ScanPipe Concepts
Project
A project encapsulates the analysis of software code:
It has a Project workspace, which is a directory that contains the software code files under analysis.
It makes use of one or more code analysis Pipelines scripts to automate the code analysis process.
It tracks Codebase Resources, i.e. its code files and directories
It tracks Discovered Packages, i.e. system and application packages origin and license discovered in the codebase.
In the database, a project is identified by its unique name.
Note
Multiple analysis pipelines can be run on a single project.
Project workspace
A project workspace is the root directory where a project’s files are stored.
The following directories exist under the workspace directory:
input/ contains all uploaded files used as the input of a project, such as a codebase archive.
codebase/ contains files and directories - i.e. resources - tracked as CodebaseResource records in the database.
output/ contains any output files created by the pipelines, including reports, scan results, etc.
tmp/ is a scratch pad for temporary files generated during pipelines runs.
Pipelines
A pipeline is a Python script that contains a series of steps, which are executed sequentially to perform a code analysis.

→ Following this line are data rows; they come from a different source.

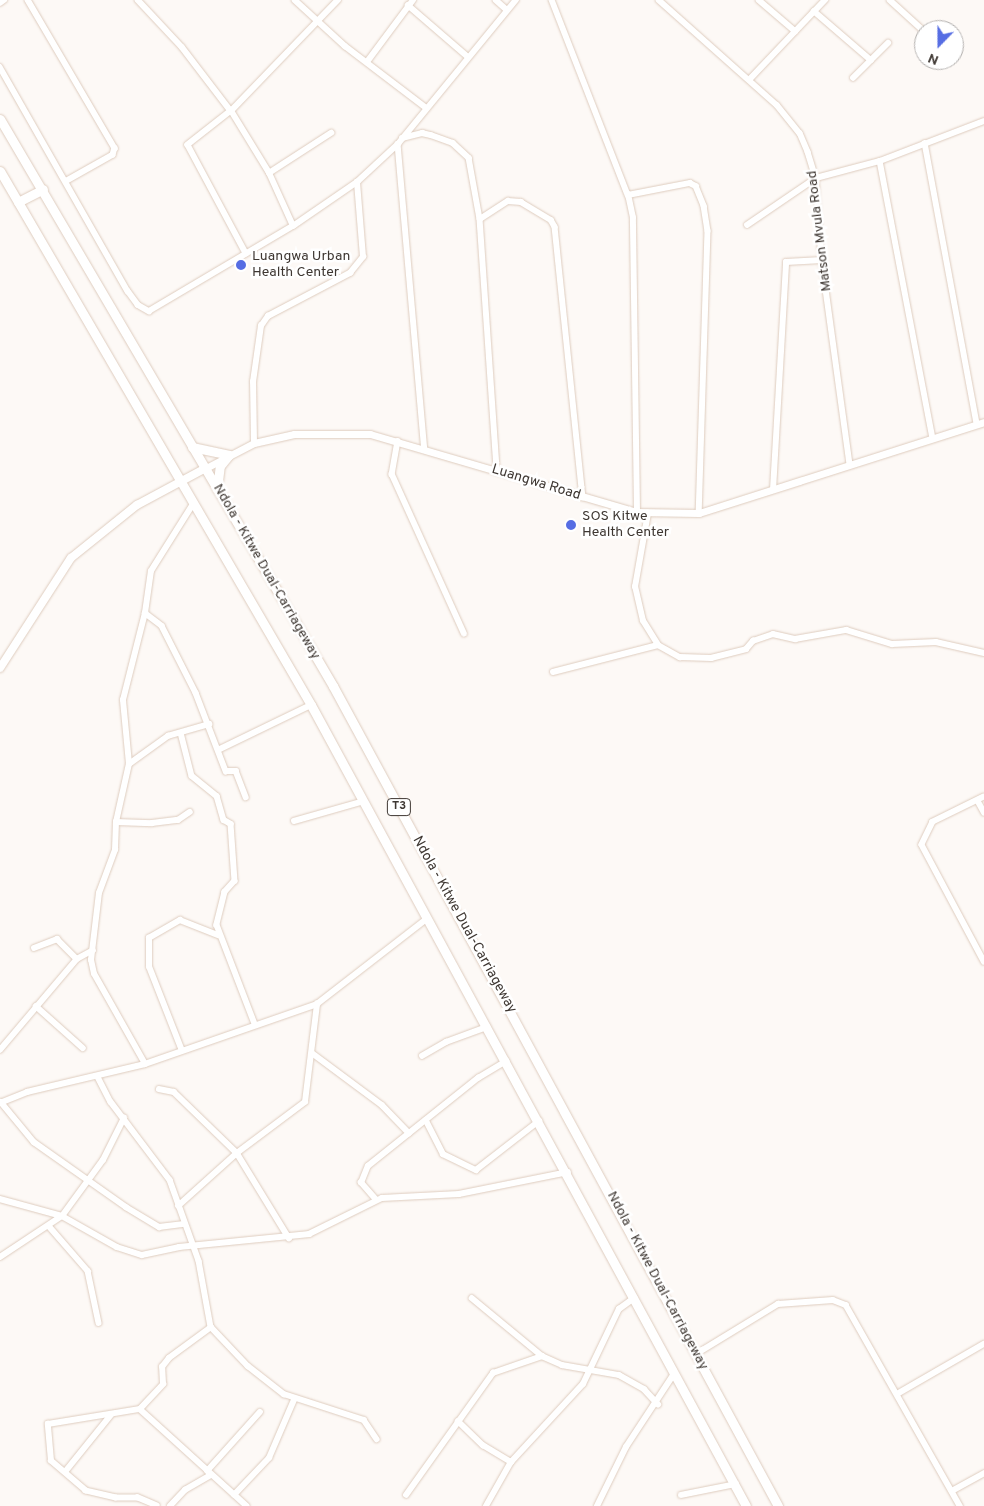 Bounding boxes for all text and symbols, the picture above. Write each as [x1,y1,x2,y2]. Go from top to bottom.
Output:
north arrow [914,20,964,70]
text: N [926,49,941,68]
street label: Matson Mvula Road [804,170,836,292]
place label: Luangwa Urban Health Center [252,249,350,282]
marker: Luangwa Urban Health Center [234,258,248,272]
street label: Luangwa Road [489,461,583,505]
street label: Ndola - Kitwe Dual-Carriageway [209,481,323,663]
place label: SOS Kitwe Health Center [582,509,669,542]
marker: SOS Kitwe Health Center [564,518,578,532]
road number: T3 [386,798,412,816]
street label: Ndola - Kitwe Dual-Carriageway [408,834,520,1016]
street label: Ndola - Kitwe Dual-Carriageway [603,1189,711,1373] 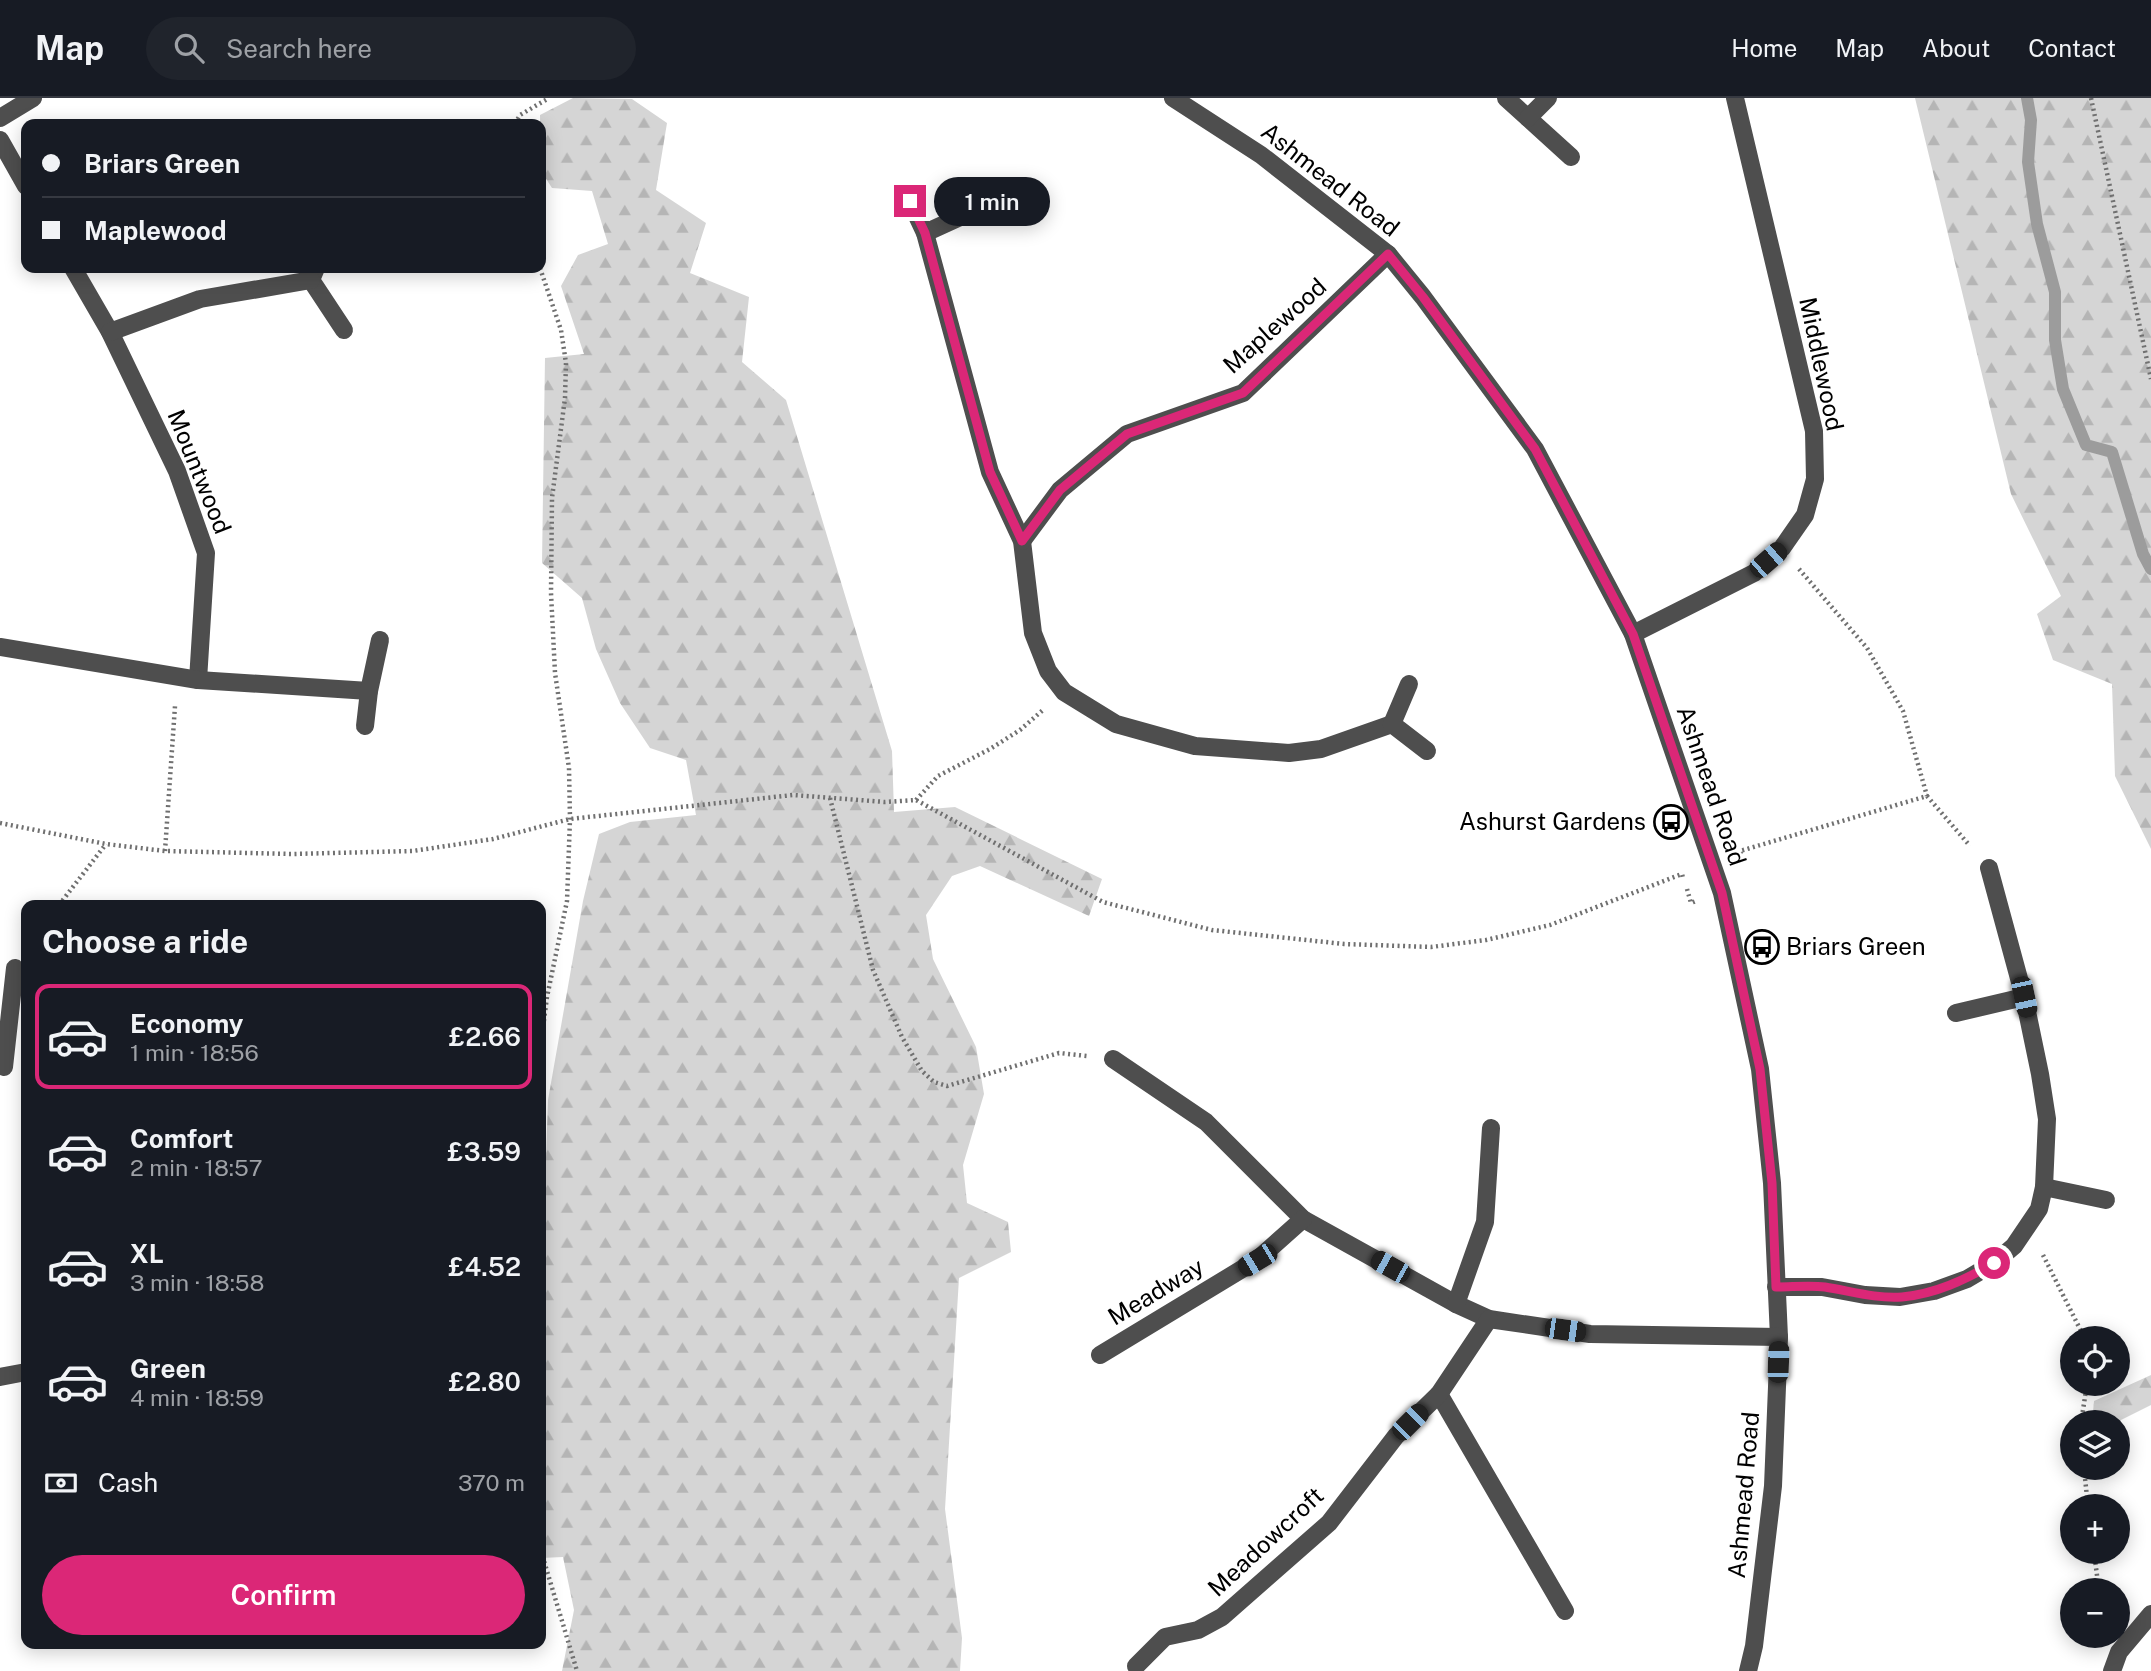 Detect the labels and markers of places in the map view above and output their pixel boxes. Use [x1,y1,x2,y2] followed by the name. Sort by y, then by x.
[1652,803,1690,841] bus stop icon: Ashurst Gardens
[1459,807,1646,835] place label: Ashurst Gardens
[1743,928,1781,966] bus stop icon: Briars Green
[1786,932,1926,960] place label: Briars Green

It usually starts with the uploaded input files, which might need to be
extracted first. Then, it generates CodebaseResource
records in the database
accordingly.
Those resources can then be analyzed, scanned, and matched as needed. Analysis results and reports are eventually posted at the end of a pipeline run.
All Built-in Pipelines are located in the scanpipe.pipelines
module.
Each pipeline consists of a Python script and includes one subclass of the
Pipeline
class.
Each step is a method of the Pipeline
class.
The execution order of the steps - or the sequence of steps execution - is
declared through the steps
class attribute.
Tip
Refer to Custom Pipelines for details about adding custom pipelines to ScanCode.io.
Note
You can assign one or more pipelines to a project as a sequence.
Pipes
As mentioned above, pipelines include a group of operations—Pipes—that are combined in a chain-like fashion and executed in orderly manner. Pipes are simply the building blocks of a given pipeline.
For example, the following operations—Steps—are included in the RootFS pipeline, and they are leveraging pipes to accomplish pre-defined tasks:
from scanpipe.pipelines import Pipeline
from scanpipe.pipes import flag
from scanpipe.pipes import rootfs
from scanpipe.pipes import scancode
class RootFS(Pipeline):
[...]
def flag_empty_files(self):
"""
Flags empty files.
"""
flag.flag_empty_files(self.project)
def scan_for_application_packages(self):
"""
Scans unknown resources for packages information.
"""
scancode.scan_for_application_packages(self.project)
Note
All built-in pipes are located in the scanpipe.pipes
module.
Pipes are grouped by type in modules, e.g. codebase
, input
, output
,
scancode
.
Refer to our Pipes section for information about available pipes and their usage.
Codebase Resources
A project Codebase Resources
are records of its code files and directories.
CodebaseResource
is a database model and each record is identified by its path
under the project workspace.
The following are some of the CodebaseResource
attributes:
A status, which is used to track the analysis status for this resource.
A type, such as a file, a directory or a symlink
Various attributes to track detected copyrights, license expressions, copyright holders, and related packages.
Note
Please note that ScanCode-toolkit use the same attributes and attribute names for files.
Discovered Packages
A project Discovered Packages
are records of the system and application packages
discovered in the code under analysis.
DiscoveredPackage
is a database model and each record is identified by its Package URL
.
Package URL
is a fundamental effort to create informative identifiers for
software packages, such as Debian, RPM, npm, Maven, or PyPI packages.
See https://github.com/package-url for more details.
The following are some of the DiscoveredPackage
attributes:
A type, name, version (all Package URL attributes)
A homepage_url, download_url, and other URLs
Checksums, such as SHA1, MD5
Copyright, license_expression, and declared_license
Note
Please note that ScanCode-toolkit use the same attributes and attribute names for packages.